U.S. Department of Transportation and California DOT announced a $12.4 million partnership as part of DOT’s SafeTrip-21 initiative to test various intelligent transportation systems to reduce congestion, fatalities and injuries. In one field test, up to 10,000 commuters and transit vehicles in the San Francisco Bay Area will use GPS-equipped cellular phones to transmit data from area roads to traffic management centers.

University of Minnesota’s Center for Excellence in Rural Safety will be home to a national online clearinghouse for information about rural road safety, the U.S. DOT announced. The clearinghouse will distribute lessons learned by researchers to transportation officials and first responders nationwide.

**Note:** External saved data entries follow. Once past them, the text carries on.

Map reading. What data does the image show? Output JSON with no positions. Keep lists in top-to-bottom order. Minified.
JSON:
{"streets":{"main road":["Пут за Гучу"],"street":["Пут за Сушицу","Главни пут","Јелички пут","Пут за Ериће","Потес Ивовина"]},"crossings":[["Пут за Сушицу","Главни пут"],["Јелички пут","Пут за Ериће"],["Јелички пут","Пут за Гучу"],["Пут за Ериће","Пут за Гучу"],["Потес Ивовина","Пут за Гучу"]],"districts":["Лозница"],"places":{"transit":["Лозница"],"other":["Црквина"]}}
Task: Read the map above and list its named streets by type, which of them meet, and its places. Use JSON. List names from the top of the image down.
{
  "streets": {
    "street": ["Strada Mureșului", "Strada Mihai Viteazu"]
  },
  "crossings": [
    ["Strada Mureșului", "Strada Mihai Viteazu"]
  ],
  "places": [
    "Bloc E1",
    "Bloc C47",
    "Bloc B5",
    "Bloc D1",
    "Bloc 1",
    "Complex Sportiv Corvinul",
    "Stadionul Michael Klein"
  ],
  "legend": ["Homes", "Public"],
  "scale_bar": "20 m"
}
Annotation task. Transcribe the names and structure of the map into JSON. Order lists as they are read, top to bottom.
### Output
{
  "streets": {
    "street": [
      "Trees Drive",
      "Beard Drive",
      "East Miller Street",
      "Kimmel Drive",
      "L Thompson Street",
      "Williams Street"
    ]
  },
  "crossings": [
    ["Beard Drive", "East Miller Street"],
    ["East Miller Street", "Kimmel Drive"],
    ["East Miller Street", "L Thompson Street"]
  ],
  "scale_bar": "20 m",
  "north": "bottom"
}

National Highway Traffic Safety Administration announced enhancements to its five-star safety rating program, effective with model year 2010. For the first time, NHTSA will provide an overall safety rating combining results from frontal, side and rollover tests as well as a new side pole test to simulate wrapping a vehicle around a tree. Visit
and search NHTSA-2006-26555.

Despite concerns that a weakening economy combined with ever-increasing fuel prices would push safety to the bottom of the list for commercial motor vehicle fleets, a recent check on the industry shows the lowest rate of out-of-service vehicles in two decades.

“This rate (23.9 percent vehicle out-of-service rate for Level I Inspections) is the principal barometer used to measure compliance, and it is the lowest we’ve seen in the 21-year history of Roadcheck,” says Stephen Campbell, executive director of the Commercial Vehicle Safety Alliance. “It is clear the safety message is being heard and that the increased enforcement presence is making a difference.”

CVSA sponsors Roadcheck each year with the Federal Motor Carrier Safety Administration, Canadian Council of Motor Transport Administrators, Transport Canada and the Secretariat of Communications and Transportation (Mexico). From June 3 to June 5, 9,148 CVSA- and FMCSA-certified inspectors at 1,683 locations across North America performed 67,931 truck and bus inspections; 52,345 of the total were North American Standard Level I inspections, the most comprehensive roadside inspection. Both the total number of inspections and Level I inspections were records for the annual Roadcheck event; 2008 saw lower out-of-service rates for most vehicle and driver types.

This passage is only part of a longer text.